Ok so the size of the bitwise data is a little bit bulkier not more than double though.
each core is CISC in nature it has a big set of little functions that process upto 6bits of data at a time.
most of these instruction's reconfigure in scratch the out come of a smaller set of base functions in 2 pipe stages the instruction is set then it is performed all in one cycle.
The bit codec it works with is a 4 bit codec that also accounts for 00 being a break point.
I call this break point coding.
So when doing a multiplication function shall we say it finds quick to hop to in bits preliminary information relative to say 24 bits and the 16 bit instruction aligns the 6 bit instructions on the extracted bits then new preliminary work is done and the final instructions, 2 cycles or with more pipe stages 1 cycle and to join up stages for bigger numbers could be done in parallel in a similar way.
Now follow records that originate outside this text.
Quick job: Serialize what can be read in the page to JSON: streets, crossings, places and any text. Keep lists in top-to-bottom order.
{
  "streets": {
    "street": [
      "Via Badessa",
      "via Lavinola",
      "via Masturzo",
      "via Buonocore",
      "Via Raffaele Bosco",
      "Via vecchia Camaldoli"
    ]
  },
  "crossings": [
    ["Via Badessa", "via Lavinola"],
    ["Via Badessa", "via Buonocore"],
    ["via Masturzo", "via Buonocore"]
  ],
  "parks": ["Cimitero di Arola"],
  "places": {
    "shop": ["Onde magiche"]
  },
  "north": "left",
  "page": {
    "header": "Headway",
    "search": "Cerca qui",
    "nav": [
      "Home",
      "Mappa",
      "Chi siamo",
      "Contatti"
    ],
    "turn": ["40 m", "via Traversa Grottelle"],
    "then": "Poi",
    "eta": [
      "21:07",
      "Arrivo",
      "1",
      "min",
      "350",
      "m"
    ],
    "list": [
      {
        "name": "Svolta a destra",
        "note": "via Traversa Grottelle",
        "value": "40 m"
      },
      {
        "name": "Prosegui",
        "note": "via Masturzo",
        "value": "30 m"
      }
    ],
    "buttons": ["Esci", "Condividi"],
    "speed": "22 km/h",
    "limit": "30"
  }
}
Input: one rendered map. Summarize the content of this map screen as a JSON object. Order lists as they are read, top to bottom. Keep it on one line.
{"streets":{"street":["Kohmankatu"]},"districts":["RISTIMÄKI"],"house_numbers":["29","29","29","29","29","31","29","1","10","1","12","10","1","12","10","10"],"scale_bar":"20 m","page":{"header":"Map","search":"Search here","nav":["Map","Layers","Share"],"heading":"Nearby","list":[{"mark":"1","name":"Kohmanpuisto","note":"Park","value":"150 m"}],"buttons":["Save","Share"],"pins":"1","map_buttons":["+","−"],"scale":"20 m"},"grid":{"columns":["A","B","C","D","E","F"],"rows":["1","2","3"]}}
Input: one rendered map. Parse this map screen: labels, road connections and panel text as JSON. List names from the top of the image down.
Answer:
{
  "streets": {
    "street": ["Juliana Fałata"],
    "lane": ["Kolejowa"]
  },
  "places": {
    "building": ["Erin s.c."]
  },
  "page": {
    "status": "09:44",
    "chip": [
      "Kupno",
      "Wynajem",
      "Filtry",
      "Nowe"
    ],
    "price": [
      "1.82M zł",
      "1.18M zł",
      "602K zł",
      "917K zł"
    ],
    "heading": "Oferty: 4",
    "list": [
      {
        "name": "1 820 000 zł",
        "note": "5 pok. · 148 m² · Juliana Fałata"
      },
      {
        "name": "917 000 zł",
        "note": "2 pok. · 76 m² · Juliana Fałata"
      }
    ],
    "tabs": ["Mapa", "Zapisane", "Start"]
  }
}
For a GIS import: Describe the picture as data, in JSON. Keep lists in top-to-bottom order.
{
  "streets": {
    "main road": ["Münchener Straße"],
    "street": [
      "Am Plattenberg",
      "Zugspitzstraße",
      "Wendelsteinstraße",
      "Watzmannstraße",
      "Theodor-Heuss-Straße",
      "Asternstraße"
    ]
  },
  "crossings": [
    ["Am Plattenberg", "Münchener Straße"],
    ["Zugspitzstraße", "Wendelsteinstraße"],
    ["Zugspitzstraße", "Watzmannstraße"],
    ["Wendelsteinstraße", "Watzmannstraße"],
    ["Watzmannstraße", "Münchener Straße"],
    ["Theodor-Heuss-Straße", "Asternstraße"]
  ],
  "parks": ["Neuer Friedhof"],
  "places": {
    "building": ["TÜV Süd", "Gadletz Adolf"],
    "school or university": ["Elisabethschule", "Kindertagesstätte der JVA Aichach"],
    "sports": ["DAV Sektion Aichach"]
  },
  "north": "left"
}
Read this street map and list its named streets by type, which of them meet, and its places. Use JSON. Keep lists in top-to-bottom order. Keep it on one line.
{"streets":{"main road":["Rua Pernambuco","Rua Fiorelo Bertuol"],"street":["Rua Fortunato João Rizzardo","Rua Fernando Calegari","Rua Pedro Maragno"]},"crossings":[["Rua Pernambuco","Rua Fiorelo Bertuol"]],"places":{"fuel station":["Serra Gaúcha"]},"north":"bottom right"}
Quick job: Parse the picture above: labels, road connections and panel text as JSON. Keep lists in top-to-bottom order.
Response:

Addition would be similar.
However there would be a good few extra speed up options for some math areas with known and not yet known transcendental numbers and their digit data which can be stored to some adequate digit precision
This CPU could perform 180TFlopps double precision real terms 150 Watts. So that's 1 Tflop to the watt and 1 Exa Flop to the mega watt. It'll probably be 2026-2028 until a 12-17 MWe 1 exa flop of double precision super computer arrives which will be more like 14 Exa flops of low precision and mixed precision at about 1.6nm node however this will likely also include 10,000's of optical accelerators and maybe some other AI accelerator chips taking the range closer to 100 Exaflops.